В стихотворении «Отрывок» (1830) размышление о смерти представлено с позиций верующей героини и лирического героя, который рациональным путем стремится доказать необходимость смерти. Боратынский не дал им имен, поскольку в образах Ее и Его отразились две категории людей: истинно верующие, которые не нуждаются в доказательствах существования Творца, и люди, склонные анализировать, нуждающиеся в объяснениях. Лирический герой признается своей возлюбленой, что мысли о смерти болезненны и смущают его. На что она отвечает ему:
Есть бытие и за могилой,
Нам обещал его творец.
Спокойны будем: нет сомненья,
Мы в жизнь другую перейдем [1, с. 155].
Лирический герой соглашается с ней: «…есть другое бытие». В доказательство он приводит следующие суждения: Господь создал людей по образу и подобию Своему не для того, чтобы подвергнуть их уничтожению, кроме того порок в этом мире блаженствует, а добродетель страдает и постоянно подвергается искушениям, следовательно, мир земной дан людям для испытания, и награда или наказание ожидают нас в «обители воздаянья».

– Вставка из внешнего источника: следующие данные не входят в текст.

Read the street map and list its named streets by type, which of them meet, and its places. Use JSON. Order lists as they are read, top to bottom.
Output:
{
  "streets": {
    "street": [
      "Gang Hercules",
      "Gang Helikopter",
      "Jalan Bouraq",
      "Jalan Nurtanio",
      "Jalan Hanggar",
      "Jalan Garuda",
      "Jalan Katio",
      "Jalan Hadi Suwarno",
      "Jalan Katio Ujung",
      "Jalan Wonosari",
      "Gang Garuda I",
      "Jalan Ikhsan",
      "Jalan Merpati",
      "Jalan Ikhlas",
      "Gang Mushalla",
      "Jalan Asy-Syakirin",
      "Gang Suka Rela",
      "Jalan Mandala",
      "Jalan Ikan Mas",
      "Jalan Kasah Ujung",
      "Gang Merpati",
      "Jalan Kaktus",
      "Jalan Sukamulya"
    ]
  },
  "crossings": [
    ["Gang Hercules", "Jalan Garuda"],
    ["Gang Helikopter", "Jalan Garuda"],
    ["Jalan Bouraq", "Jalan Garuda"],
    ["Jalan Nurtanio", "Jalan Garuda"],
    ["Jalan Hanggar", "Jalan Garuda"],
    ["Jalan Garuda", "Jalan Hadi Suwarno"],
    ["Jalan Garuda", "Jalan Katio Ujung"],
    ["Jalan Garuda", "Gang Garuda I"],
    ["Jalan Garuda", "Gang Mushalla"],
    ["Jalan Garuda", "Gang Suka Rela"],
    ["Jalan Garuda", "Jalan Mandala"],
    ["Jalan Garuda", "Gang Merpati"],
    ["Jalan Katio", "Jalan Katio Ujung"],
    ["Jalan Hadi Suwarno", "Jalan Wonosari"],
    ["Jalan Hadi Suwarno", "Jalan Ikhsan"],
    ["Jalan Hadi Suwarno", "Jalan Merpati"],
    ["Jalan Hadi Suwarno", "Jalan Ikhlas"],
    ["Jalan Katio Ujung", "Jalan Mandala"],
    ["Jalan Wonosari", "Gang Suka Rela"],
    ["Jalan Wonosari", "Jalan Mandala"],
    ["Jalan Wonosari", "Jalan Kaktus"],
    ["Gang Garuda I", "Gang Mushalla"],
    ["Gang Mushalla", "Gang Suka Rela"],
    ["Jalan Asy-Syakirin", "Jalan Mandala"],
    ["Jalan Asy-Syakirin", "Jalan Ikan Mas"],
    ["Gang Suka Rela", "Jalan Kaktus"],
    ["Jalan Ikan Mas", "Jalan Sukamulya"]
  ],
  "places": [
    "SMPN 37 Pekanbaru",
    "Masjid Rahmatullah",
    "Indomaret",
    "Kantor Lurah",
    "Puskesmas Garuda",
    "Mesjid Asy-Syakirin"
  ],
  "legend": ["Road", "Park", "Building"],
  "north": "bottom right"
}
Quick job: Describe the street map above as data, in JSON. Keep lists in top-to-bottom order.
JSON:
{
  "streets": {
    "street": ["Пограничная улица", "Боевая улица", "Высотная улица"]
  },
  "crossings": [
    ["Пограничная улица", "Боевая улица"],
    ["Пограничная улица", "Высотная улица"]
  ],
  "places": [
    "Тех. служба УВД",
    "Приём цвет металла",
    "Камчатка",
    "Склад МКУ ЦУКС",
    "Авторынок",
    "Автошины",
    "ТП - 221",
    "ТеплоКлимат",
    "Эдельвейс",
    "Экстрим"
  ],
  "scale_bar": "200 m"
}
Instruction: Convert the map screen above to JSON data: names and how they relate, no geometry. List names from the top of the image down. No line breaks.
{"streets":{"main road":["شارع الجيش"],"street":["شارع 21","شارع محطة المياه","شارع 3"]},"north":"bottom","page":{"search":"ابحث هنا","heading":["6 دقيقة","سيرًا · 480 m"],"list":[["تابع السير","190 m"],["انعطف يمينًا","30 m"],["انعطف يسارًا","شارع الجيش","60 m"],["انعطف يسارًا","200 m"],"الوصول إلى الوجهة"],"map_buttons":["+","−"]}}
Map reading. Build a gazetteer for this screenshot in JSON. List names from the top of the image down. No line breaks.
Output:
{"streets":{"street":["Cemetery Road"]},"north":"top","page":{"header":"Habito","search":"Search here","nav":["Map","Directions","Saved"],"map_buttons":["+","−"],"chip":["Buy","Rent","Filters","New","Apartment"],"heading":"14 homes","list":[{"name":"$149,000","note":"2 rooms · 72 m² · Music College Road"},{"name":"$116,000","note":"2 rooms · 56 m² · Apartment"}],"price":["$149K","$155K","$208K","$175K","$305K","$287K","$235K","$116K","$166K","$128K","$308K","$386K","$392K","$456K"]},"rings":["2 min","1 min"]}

Лирическая героиня оценивает его слова с позиций истинно христианских:
Ужели нужны, милый мой,
Для убежденных убежденья≤
Премудрость вышнего творца
Не нам исследовать и мерить;
В смиренье сердца надо верить
И терпеливо ждать конца [1, с. 156].
То, что касается вопросов веры, должно постигаться интуитивно, поскольку многое невозможно объяснить рационально. Слова лирического героя созвучны взглядам автора, который шёл к вере во многом аналитическим путем.
Таким образом, феномен смерти в интерпретации Е. А. Боратынского соткан из противоречий: с одной стороны, смерть несёт с собой боль, утрату, разрушение, но с другой — гармонию. Приводя к угасанию одно, смерть тем самым приближает зарождение другого. Таким образом, происходит непрерывное обновление лица земли. Если в рассмотрении смерти с точки зрения античной мифологии Е. А. Боратынский опирался во многом на литературную традицию эпохи, то православное восприятие смерти в большей мере соответствует личным взглядам поэта.
Литература:
1. Здесь и далее поэтические тексты цитируются по следующему изданию: Баратынский, Е. А. Полное собрание стихотворений / Е. А. Баратынский / Вступ. ст. И. М. Тойбина. — Л.: Сов. Писатель, 1989. — 462с.